Tempest squinted at me and lowered her voice, leaning in closer after looking around the half-empty coffee shop. "I know you like to tussle these days, but let me just ask you this without you squaring up. What exactly did you expect when you started forcing this man to impregnate you? This is the same man you said has a restraining order out against him because he was obsessed with his momma's old-ass friend. You thought he wouldn’t get attached to your young ass pussy, especially when you're forcing it on him and fucking him like a porn star? The same man you were having passionate, raw sex with five years ago. Mind you, you said you knew he had deeper feelings for you, which is why you didn’t answer his calls back then. You didn’t want to put a label on what y’all had," she shook her head. "I'm thinking you're not actually mad. You're enjoying all this attention. And you're enjoying fucking Noah." She shook herfinger at me. "You have middle child syndrome and commitment issues," she frowned.
"Okay, Freud," I waved her off, though she wasn’t too far off from the truth. It was messed up, but it was true. I was enjoying being the center of attention for once.
Shifting in her seat, Tempest tried to get comfortable by switching her weight from one hip to another. She looked like she was ready to blow, and I didn’t think she should have been out of the house, but she’d threatened me that if I didn’t drive her somewhere, she would drive herself. She claimed to be bored in that big mansion with everything in it. I almost called AJ, but she started giving me what she called love taps to persuade me from doing that. Tempest was one of the sweetest people I knew, but she was violent. I think that had something to do with who her daddy was. I chose to drive her to where she wanted to go instead of dealing with her heavy-handed ass pouting and playfully hitting me.
I picked up and handed her the bottle of water from which she’d been sipping.
"How does it feel?" I asked, looking down at her belly. "Being pregnant?" I was changing the subject before she remembered the question she asked me about Noah.

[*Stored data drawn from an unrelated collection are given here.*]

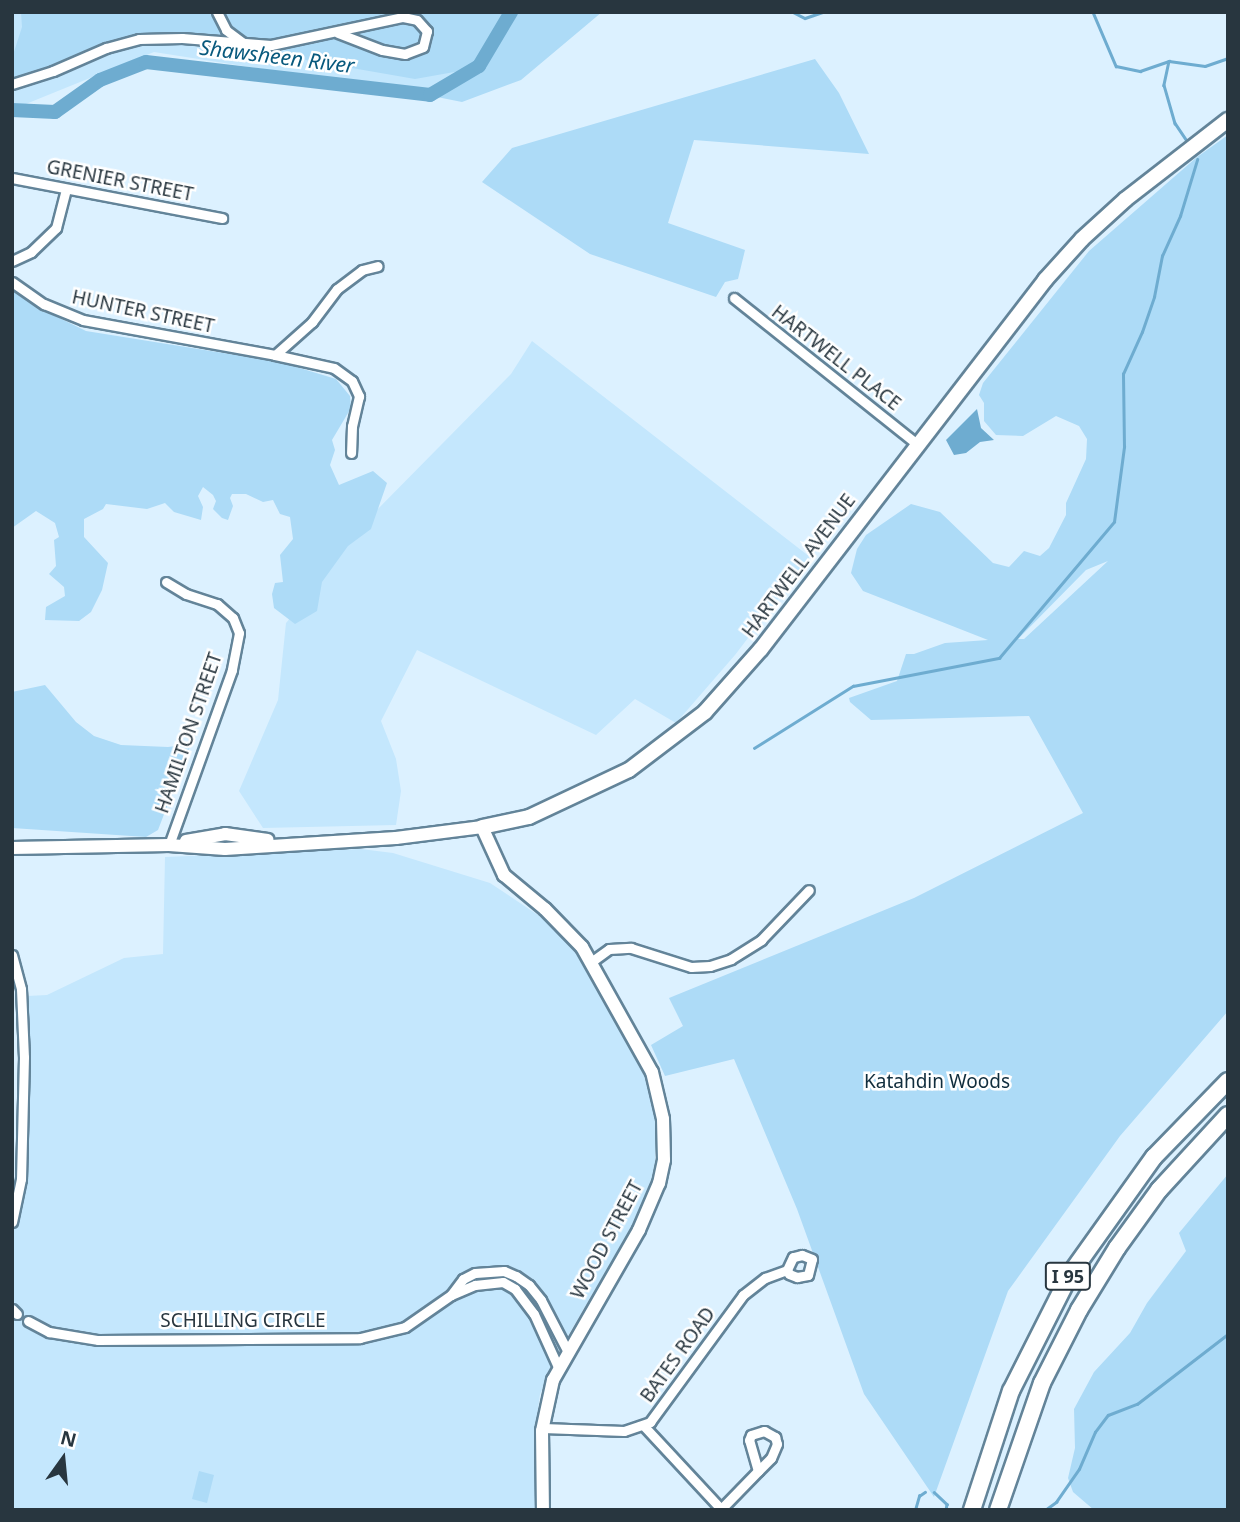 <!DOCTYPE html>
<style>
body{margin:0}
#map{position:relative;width:1240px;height:1522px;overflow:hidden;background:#dcf1ff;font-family:"Noto Sans",sans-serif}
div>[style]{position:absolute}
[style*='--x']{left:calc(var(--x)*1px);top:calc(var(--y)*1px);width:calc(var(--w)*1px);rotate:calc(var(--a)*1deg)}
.built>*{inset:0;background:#c4e7fd}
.green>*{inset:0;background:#addbf7}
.water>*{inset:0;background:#6eacd0}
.stream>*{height:2.5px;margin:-1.25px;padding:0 1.25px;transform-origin:1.25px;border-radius:1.25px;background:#6eacd0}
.river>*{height:14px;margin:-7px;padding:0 7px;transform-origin:7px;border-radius:7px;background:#6eacd0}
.roads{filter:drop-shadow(2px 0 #638499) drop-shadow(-2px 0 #638499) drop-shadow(0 2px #638499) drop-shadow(0 -2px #638499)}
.street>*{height:9px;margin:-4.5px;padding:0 4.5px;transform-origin:4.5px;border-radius:4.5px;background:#fff}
.secondary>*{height:12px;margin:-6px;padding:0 6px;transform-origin:6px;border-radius:6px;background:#fff}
.primary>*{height:14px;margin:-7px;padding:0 7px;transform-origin:7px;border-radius:7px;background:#fff}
.highway>*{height:16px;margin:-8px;padding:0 8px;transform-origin:8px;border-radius:8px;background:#fff}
span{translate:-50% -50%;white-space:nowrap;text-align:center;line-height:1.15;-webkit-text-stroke:5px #fff;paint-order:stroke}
.shield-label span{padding:2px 5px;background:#fff;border:2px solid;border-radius:5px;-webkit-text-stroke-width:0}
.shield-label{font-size:18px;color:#28363f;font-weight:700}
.street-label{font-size:19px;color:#28363f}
.park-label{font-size:19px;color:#102d3d}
.water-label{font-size:21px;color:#08597d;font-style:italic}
.frame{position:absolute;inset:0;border:14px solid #28363f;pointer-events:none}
.north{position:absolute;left:28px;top:1424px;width:70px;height:70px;-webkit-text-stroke:5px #fff;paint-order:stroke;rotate:15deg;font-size:19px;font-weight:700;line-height:28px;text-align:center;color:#28363f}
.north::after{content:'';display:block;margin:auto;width:24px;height:32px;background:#28363f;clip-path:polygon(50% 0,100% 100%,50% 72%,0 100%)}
</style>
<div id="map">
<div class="built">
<div style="clip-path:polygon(12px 12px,487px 12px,463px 75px,417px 93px,154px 52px,16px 108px,12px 107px)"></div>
<div style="clip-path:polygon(532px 341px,810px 557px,735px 655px,676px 723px,635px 699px,596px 735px,417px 650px,381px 721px,396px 759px,401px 791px,396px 825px,263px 828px,239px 791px,278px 700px,286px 623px,312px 593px,301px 587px,511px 374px)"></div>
<div style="clip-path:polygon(361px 849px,393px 853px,490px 883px,547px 921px,573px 948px,648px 1079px,656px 1109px,655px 1167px,642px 1209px,559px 1351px,540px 1394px,534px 1440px,536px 1510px,12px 1510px,12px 1231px,19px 1216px,28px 1163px,27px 996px,47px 995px,124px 958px,163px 954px,165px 857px)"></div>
</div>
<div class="green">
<div style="clip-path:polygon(21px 12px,602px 12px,521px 80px,462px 102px,417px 93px,463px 75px,460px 71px,415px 79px,306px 60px,280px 48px,246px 48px,182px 42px,128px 44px,12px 90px,12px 58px,22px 27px)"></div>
<div style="clip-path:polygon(815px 59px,839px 93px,869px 154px,694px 140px,668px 223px,745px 250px,738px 279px,725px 282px,716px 297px,590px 254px,482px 182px,512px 148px)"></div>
<div style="clip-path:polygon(evenodd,1228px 135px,1228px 1011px,1120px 1136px,1008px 1291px,934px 1497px,864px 1394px,797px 1209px,734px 1059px,665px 1076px,651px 1045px,683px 1026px,669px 998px,914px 898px,1083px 813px,1029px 716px,871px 720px,850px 702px,849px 698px,897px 681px,906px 654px,914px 654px,945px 643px,988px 640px,863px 591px,851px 573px,857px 549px,866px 535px,911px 504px,940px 512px,993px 563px,1009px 567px,1024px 551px,1040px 556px,1049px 548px,1066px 515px,1066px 503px,1086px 459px,1087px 439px,1079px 426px,1056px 416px,1023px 436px,996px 435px,984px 421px,984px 403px,979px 395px,983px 383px,1089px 251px,1197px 157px,1228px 135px,1108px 561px,1024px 639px,1018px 639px,1086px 570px,1108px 561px)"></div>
<div style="clip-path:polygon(12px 289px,35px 306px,86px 331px,280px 362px,336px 379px,350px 396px,351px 408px,332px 440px,335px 450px,330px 465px,339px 485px,373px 471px,387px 483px,371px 529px,348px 546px,322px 582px,317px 611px,295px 624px,274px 608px,272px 594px,275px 583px,283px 582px,280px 555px,293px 539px,290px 517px,280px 514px,273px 500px,263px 502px,246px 494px,232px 494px,230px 498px,233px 506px,228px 520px,222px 518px,213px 509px,216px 501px,213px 495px,203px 487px,198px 496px,203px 507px,201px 520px,174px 512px,165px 503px,147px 509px,106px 504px,103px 509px,84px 519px,84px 537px,108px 563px,102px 590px,91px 612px,79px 621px,45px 620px,46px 607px,65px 596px,64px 587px,49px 574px,56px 566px,54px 540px,59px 537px,55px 523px,36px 511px,12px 528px)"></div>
<div style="clip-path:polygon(45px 685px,76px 722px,94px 736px,121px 745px,168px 747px,191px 744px,158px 830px,146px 837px,12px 828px,12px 692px)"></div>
<div style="clip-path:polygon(1228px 1174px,1228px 1510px,1094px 1510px,1073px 1492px,1068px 1478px,1075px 1448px,1074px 1409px,1094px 1372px,1130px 1333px,1147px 1303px,1186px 1251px,1179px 1233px)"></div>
<div style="clip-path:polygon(199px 1471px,214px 1475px,207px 1503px,192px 1499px)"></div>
</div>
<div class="water">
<div style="clip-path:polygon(977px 409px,981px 428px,994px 440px,980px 442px,966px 453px,954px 455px,946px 440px)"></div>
</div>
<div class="stream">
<div style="--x:793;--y:12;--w:13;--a:27"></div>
<div style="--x:805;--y:18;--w:18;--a:-19"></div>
<div style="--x:1093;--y:12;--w:59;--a:66.9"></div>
<div style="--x:1116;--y:66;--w:25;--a:12"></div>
<div style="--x:1140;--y:71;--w:31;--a:-19"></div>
<div style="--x:1169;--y:61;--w:36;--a:8"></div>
<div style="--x:1205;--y:66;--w:24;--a:-19"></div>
<div style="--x:1169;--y:61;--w:25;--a:102"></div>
<div style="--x:1164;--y:85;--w:40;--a:74"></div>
<div style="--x:1175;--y:123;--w:22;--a:56"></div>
<div style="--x:754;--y:748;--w:117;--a:-32.1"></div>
<div style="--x:853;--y:686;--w:149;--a:-10.9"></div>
<div style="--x:999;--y:658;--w:178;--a:-49.8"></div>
<div style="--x:1114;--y:522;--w:76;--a:-82.4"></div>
<div style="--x:1124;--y:447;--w:73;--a:-90.8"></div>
<div style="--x:1123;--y:374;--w:46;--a:-65.7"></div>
<div style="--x:1142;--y:332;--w:37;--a:-71"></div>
<div style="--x:1154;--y:297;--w:42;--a:-79"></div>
<div style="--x:1162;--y:256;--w:44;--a:-65.8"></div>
<div style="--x:1180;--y:216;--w:59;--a:-73.1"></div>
<div style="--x:934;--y:1492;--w:18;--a:43"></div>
<div style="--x:947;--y:1504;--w:6;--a:99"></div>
<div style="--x:915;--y:1510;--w:15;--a:-74"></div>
<div style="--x:919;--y:1496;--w:7;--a:-34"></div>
<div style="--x:1045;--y:1510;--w:14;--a:-36"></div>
<div style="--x:1056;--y:1502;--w:40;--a:-55.1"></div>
<div style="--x:1079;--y:1469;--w:40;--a:-66.6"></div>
<div style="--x:1095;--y:1432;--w:21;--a:-53"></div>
<div style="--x:1108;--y:1415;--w:31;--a:-21"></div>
<div style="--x:1137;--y:1404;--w:115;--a:-37.6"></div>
</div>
<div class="river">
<div style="--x:12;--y:110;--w:43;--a:2.7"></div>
<div style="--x:55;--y:112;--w:55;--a:-35.4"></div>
<div style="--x:100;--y:80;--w:49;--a:-21.4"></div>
<div style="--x:146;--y:62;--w:286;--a:6.6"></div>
<div style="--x:430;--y:95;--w:57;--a:-30.6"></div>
<div style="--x:479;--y:66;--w:63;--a:-59.3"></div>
</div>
<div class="roads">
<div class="street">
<div style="--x:217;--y:12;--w:20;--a:63"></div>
<div style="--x:226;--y:30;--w:21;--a:37"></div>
<div style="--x:12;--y:84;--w:43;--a:-17.6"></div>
<div style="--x:53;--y:71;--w:58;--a:-23.5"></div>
<div style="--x:106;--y:48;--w:34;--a:-15"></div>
<div style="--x:139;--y:39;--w:43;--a:-1.3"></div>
<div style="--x:182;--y:38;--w:89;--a:4.5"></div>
<div style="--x:271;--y:45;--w:135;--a:-12"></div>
<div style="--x:403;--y:17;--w:14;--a:12"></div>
<div style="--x:417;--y:20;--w:15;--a:48"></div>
<div style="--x:427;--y:31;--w:16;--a:104"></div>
<div style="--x:423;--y:47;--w:19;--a:159"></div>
<div style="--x:405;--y:54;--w:23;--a:-170"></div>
<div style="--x:382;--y:50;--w:47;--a:-158.9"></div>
<div style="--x:12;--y:178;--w:214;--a:10.8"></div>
<div style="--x:12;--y:261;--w:21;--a:-25"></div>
<div style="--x:31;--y:252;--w:35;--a:-44"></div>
<div style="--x:56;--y:228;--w:40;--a:-75.6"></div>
<div style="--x:12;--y:282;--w:39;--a:35"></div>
<div style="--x:44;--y:304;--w:42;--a:22.3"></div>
<div style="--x:83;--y:320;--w:195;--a:10.3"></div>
<div style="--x:275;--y:355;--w:50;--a:-41.7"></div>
<div style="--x:312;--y:322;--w:41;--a:-52.9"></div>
<div style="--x:337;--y:289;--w:31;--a:-37"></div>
<div style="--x:362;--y:270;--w:16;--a:-14"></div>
<div style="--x:734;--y:298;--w:234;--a:38.6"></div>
<div style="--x:275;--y:355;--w:60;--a:12.4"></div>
<div style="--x:334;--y:368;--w:22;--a:36"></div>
<div style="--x:352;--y:381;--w:17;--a:65"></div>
<div style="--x:359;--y:396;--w:31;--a:103"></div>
<div style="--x:352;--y:426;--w:27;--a:92"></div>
<div style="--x:166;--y:582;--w:23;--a:31"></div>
<div style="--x:186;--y:594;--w:33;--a:18"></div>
<div style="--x:217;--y:604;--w:21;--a:41"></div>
<div style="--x:233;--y:618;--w:16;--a:68"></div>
<div style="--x:239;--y:633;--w:38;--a:101"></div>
<div style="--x:232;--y:670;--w:186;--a:109.8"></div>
<div style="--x:12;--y:955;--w:35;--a:75"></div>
<div style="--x:21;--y:989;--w:68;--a:87.5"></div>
<div style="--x:24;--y:1057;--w:122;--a:91.4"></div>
<div style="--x:21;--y:1179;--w:44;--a:101.8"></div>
<div style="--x:591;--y:962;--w:22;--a:-36"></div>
<div style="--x:609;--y:949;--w:22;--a:-3"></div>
<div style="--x:631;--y:948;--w:63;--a:17.6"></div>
<div style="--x:691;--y:967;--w:19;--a:-3"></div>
<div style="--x:710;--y:966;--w:22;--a:-18"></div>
<div style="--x:731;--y:959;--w:36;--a:-32"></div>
<div style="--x:761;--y:940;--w:69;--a:-46.2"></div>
<div style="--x:451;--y:1295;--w:20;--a:-53"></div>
<div style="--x:463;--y:1279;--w:13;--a:-27"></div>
<div style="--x:475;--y:1273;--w:29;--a:-4"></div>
<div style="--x:504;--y:1271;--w:13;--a:23"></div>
<div style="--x:516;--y:1276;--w:16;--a:35"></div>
<div style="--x:529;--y:1285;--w:19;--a:51"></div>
<div style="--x:541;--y:1300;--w:59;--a:62.6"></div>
<div style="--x:12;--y:1309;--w:7;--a:45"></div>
<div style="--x:28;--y:1321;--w:24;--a:28"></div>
<div style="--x:49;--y:1332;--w:50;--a:9.3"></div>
<div style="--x:98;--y:1340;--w:262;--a:-0.4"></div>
<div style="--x:360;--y:1338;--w:46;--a:-13.7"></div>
<div style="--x:405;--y:1327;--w:56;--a:-34.8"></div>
<div style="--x:451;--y:1295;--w:26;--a:-23"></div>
<div style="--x:475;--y:1285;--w:28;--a:-6"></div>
<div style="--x:503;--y:1282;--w:14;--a:30"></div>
<div style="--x:515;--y:1289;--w:31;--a:53"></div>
<div style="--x:534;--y:1314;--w:60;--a:65.6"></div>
<div style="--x:643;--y:1425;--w:115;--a:47.1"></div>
<div style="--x:721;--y:1509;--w:53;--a:-45.8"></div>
<div style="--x:758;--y:1471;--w:32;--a:-106"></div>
<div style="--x:749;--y:1440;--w:5;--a:-68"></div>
<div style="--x:751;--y:1435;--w:14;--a:-17"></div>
<div style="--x:764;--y:1431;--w:13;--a:29"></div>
<div style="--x:775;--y:1437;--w:7;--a:74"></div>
<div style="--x:777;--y:1444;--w:15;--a:113"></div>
<div style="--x:771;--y:1458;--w:18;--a:135"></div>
<div style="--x:543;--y:1428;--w:81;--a:2.1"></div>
<div style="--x:624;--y:1431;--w:28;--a:-19"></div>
<div style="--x:650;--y:1422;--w:157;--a:-53.8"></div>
<div style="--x:743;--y:1295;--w:28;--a:-38"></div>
<div style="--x:765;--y:1278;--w:23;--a:-20"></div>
<div style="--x:787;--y:1270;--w:4;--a:63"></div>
<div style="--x:789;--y:1274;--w:9;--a:21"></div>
<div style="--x:797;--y:1277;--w:11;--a:-10"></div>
<div style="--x:808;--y:1275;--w:16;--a:-76"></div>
<div style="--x:812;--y:1259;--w:11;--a:-158"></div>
<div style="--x:802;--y:1255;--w:9;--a:167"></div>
<div style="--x:793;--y:1257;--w:14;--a:115"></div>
</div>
<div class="secondary">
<div style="--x:186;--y:841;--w:40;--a:-10"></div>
<div style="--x:225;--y:834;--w:43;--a:7.9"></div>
<div style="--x:12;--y:848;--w:157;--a:-1.1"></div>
<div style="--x:169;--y:845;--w:56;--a:4.1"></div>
<div style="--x:225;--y:849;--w:171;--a:-3.7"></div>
<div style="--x:396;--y:838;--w:87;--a:-7.3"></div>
<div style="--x:482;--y:827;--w:53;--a:65.4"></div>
<div style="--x:504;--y:875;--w:53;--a:39.7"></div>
<div style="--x:545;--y:909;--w:53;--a:45.8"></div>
<div style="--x:582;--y:947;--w:143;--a:60.8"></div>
<div style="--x:652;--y:1072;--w:48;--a:76.8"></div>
<div style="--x:663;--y:1119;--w:41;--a:88.6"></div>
<div style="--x:664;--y:1160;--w:24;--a:102"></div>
<div style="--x:659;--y:1183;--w:51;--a:113.1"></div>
<div style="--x:639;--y:1230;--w:173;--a:119.8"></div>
<div style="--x:553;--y:1380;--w:52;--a:102.2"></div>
<div style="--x:542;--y:1431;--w:79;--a:89.3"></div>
</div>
<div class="primary">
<div style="--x:482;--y:827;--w:48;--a:-12"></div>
<div style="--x:529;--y:817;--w:110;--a:-25.2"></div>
<div style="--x:629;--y:770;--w:96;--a:-37.3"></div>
<div style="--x:705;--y:712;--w:84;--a:-48.4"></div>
<div style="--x:761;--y:649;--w:466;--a:-52.4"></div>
<div style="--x:1045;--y:280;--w:55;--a:-47.9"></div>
<div style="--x:1082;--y:239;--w:59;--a:-42.3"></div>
<div style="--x:1126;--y:199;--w:129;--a:-37.8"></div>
</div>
<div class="highway">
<div style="--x:972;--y:1510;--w:125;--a:-71.9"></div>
<div style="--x:1011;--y:1391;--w:129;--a:-63.2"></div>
<div style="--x:1069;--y:1276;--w:146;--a:-54.5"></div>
<div style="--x:1154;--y:1157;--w:106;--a:-45.8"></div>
<div style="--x:998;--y:1510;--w:134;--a:-70.9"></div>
<div style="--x:1042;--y:1383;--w:82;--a:-63.1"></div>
<div style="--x:1079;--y:1310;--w:73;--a:-58.5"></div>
<div style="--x:1117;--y:1248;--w:72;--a:-54.1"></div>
<div style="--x:1159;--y:1190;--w:102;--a:-47.4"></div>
</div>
</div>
<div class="shield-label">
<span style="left:1068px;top:1276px">I 95</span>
</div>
<div class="street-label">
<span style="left:120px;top:181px;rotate:11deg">GRENIER STREET</span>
<span style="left:143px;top:312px;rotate:12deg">HUNTER STREET</span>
<span style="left:836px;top:358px;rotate:38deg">HARTWELL PLACE</span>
<span style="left:799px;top:566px;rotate:-53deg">HARTWELL AVENUE</span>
<span style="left:189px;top:733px;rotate:-71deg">HAMILTON STREET</span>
<span style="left:607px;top:1240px;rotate:-62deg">WOOD STREET</span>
<span style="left:243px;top:1321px">SCHILLING CIRCLE</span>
<span style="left:678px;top:1355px;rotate:-54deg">BATES ROAD</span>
</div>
<div class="park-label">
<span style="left:937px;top:1082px">Katahdin Woods</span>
</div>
<div class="water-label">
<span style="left:277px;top:56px;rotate:7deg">Shawsheen River</span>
</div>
<div class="frame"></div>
<div class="north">N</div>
</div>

I didn’t know my end game. I just knew I was still angry and hurt, and I wanted everybody else to be. I knew I couldn't continue my maliciousness, but at the moment, it was all I had.
She took the water from my hand and took a sip before answering. She looked really serious. "Terrifying. It feels like I'm walking on a tightrope, one step away from falling into the abyss, but also exhilarating, to know in just a few weeks I'll be able to hold my daughter."